## Exercise description
Count the lines in the records beneath this task that contain the string "boxes", then give the count by itself.

## Dataset records
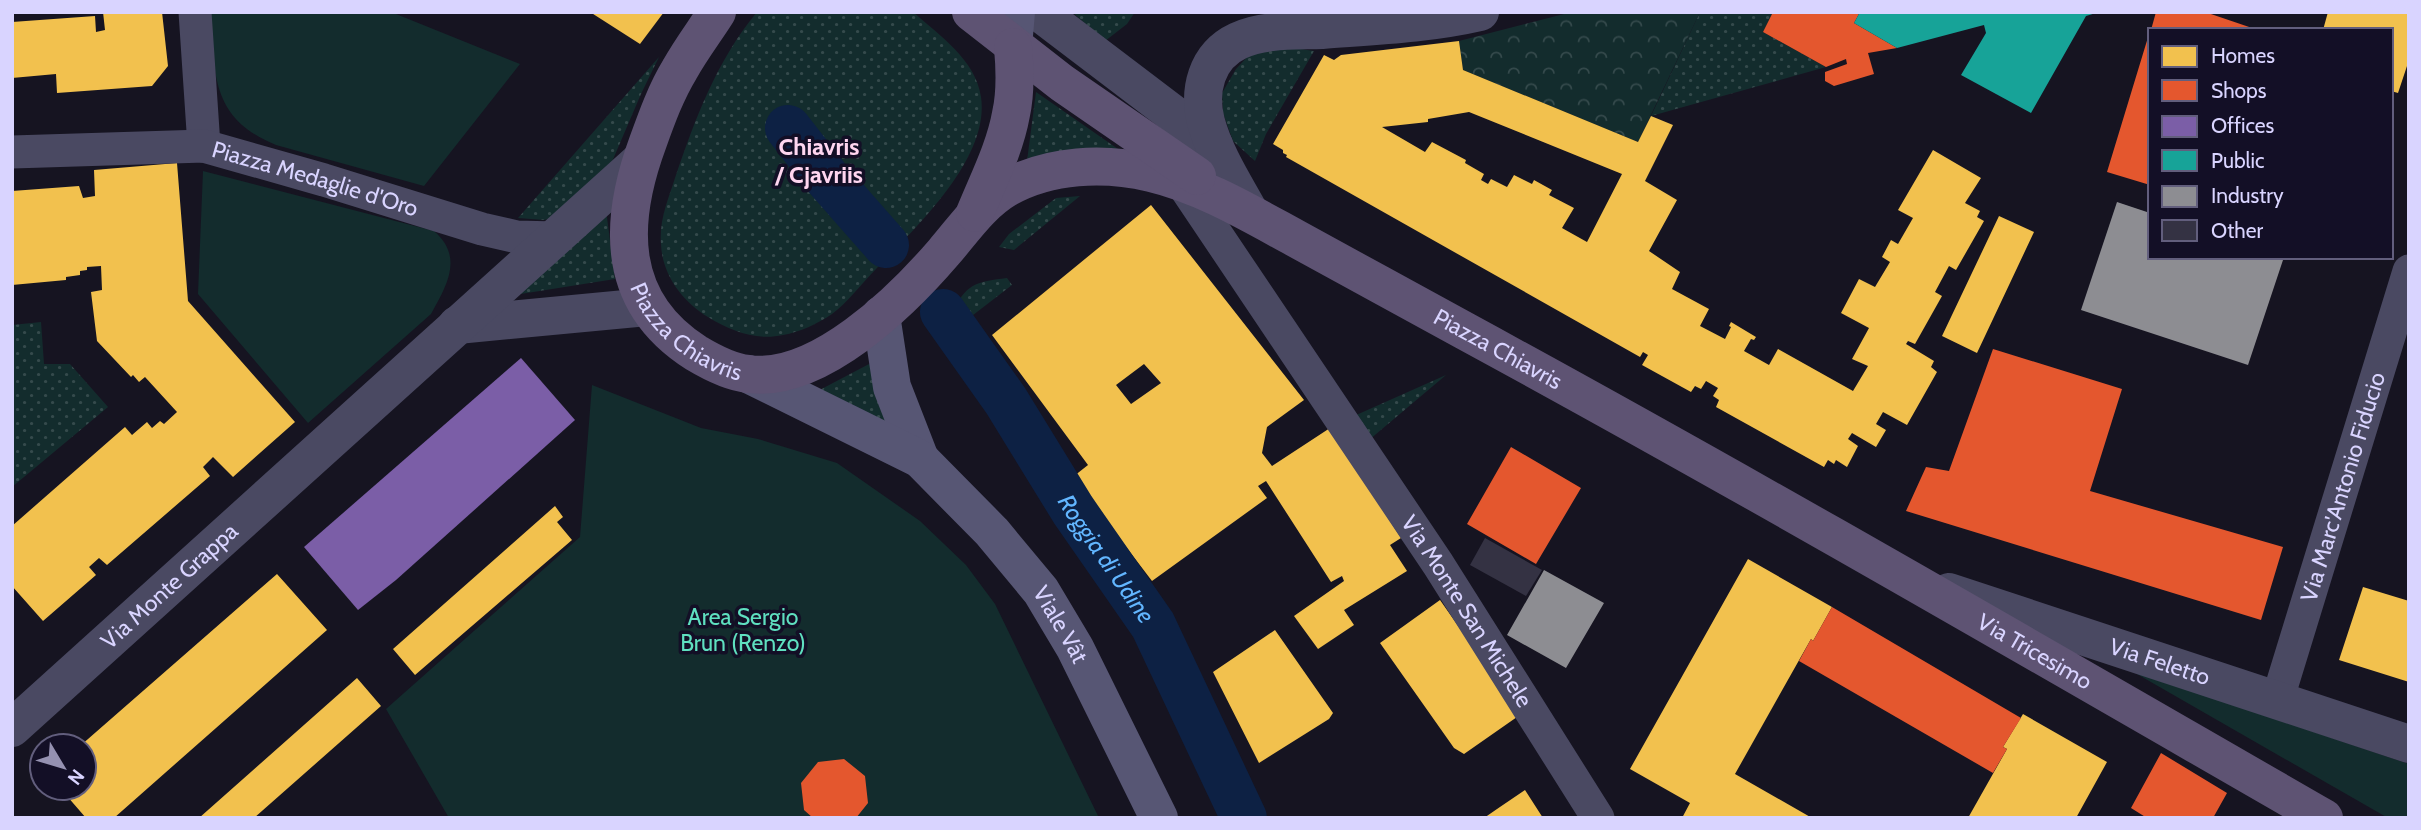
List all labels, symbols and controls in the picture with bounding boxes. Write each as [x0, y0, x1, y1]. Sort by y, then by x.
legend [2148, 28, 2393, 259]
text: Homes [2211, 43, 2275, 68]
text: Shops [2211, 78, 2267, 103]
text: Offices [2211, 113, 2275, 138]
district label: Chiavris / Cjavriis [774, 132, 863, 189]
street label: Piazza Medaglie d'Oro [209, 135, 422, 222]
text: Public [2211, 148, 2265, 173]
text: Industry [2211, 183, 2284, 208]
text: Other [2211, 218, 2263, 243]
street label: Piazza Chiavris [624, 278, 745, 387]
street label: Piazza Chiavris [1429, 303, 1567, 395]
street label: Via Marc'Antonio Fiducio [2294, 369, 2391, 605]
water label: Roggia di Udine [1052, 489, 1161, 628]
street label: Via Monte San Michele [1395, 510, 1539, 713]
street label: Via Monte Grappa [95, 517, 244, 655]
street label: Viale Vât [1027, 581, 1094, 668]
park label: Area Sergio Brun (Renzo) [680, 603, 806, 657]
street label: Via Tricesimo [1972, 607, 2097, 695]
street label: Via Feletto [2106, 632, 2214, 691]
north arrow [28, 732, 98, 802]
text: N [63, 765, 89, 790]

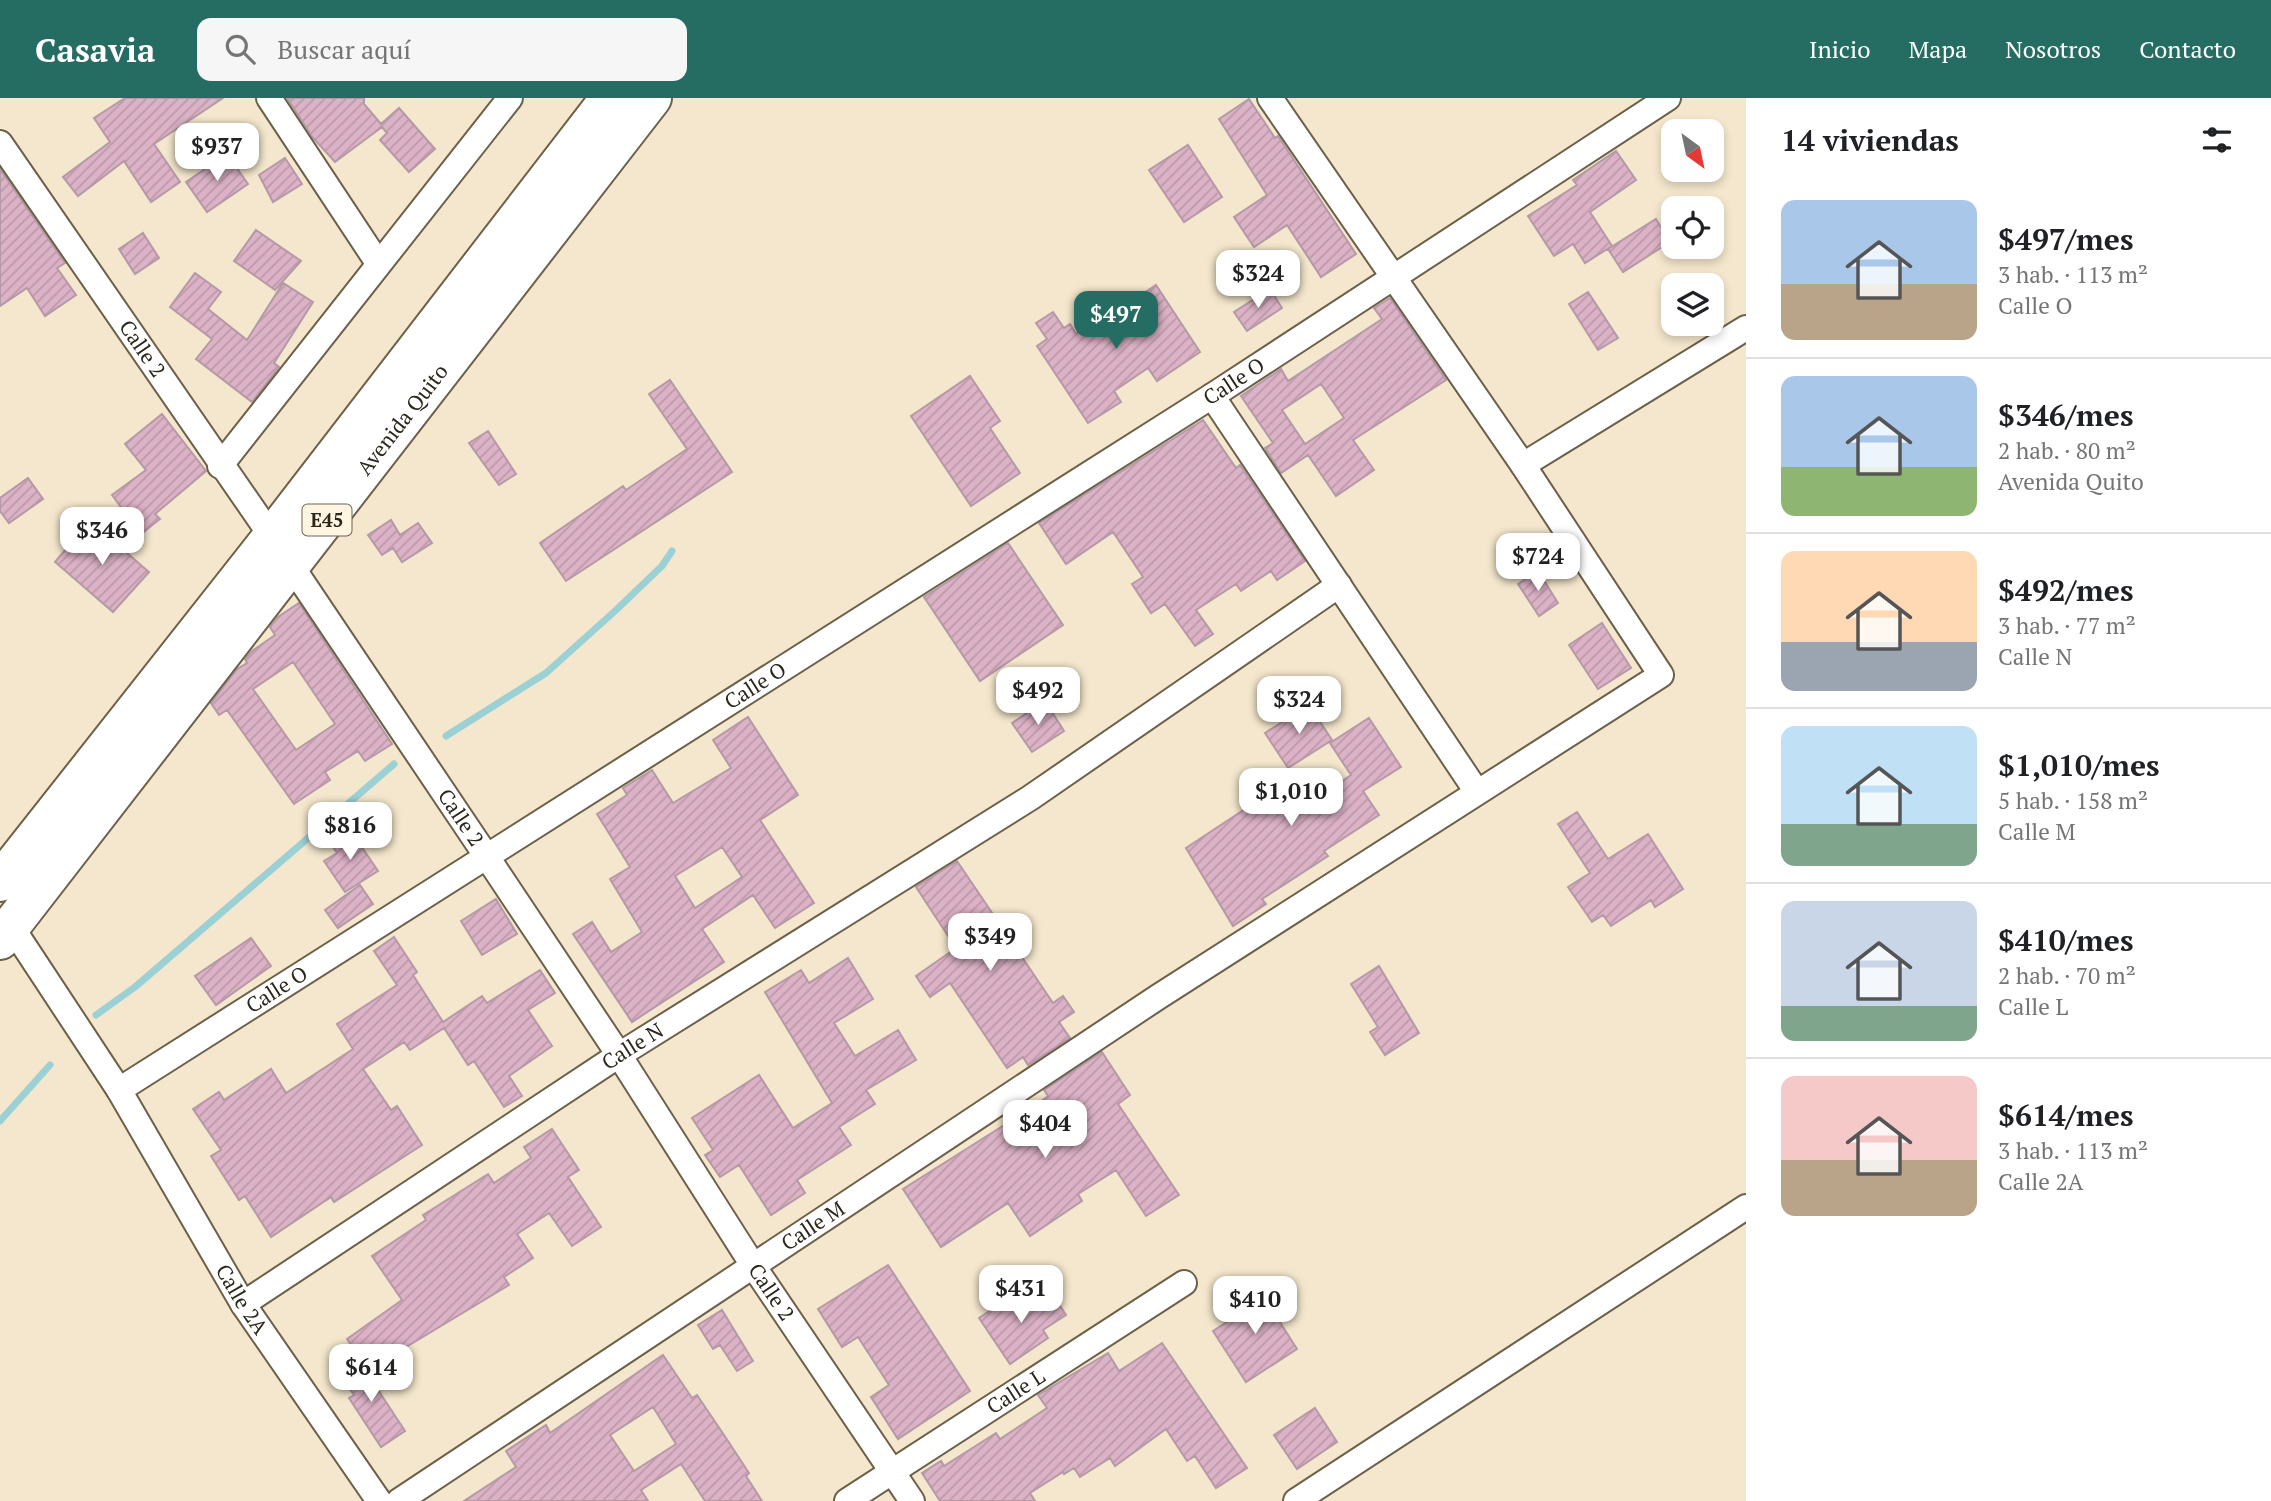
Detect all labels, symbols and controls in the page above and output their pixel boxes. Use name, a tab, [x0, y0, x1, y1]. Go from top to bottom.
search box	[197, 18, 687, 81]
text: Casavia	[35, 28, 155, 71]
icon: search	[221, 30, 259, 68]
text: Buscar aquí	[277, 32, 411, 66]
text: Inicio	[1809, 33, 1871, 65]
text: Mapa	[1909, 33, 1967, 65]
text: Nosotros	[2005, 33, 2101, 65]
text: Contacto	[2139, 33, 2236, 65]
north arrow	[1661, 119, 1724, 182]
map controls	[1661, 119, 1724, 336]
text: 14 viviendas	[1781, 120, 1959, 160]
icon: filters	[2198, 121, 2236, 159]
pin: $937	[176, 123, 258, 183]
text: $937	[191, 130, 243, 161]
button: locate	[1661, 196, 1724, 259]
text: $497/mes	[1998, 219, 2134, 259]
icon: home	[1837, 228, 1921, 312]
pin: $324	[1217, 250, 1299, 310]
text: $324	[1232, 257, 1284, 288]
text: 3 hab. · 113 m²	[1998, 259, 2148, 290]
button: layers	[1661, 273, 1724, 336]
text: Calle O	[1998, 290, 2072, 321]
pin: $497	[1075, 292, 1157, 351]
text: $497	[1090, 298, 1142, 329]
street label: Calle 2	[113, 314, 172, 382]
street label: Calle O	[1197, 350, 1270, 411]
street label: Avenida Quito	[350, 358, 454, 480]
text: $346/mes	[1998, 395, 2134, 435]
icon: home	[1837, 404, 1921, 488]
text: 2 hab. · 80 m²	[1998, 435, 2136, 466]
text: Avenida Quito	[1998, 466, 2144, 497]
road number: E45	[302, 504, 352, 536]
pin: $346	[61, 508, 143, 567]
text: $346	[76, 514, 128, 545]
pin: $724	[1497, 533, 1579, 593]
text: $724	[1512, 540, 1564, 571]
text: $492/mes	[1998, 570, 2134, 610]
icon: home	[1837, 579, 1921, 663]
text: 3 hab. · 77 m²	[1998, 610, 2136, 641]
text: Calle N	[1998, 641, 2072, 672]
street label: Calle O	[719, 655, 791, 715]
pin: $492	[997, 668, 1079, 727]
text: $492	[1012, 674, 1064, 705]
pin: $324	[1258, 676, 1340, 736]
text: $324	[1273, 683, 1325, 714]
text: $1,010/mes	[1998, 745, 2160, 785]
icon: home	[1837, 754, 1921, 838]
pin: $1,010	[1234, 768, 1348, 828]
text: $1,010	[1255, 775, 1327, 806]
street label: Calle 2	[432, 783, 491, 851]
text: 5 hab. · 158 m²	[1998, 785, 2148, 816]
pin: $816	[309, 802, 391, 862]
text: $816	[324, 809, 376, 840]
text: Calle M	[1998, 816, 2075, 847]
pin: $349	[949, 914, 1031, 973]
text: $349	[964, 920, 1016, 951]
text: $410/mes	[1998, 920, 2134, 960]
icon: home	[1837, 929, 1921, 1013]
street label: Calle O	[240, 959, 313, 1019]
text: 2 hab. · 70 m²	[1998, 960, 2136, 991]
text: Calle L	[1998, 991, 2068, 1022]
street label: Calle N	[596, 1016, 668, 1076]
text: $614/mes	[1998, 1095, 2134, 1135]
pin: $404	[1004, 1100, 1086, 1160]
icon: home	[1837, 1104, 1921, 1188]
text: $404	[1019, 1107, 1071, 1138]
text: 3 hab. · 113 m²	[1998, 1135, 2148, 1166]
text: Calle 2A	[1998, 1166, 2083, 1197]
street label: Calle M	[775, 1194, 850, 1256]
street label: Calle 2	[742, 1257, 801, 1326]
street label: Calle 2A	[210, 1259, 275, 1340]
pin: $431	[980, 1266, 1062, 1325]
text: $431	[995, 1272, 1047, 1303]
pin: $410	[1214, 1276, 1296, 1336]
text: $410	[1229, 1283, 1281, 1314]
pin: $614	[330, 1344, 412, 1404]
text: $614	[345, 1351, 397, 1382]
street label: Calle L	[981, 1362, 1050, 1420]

## Expected output
2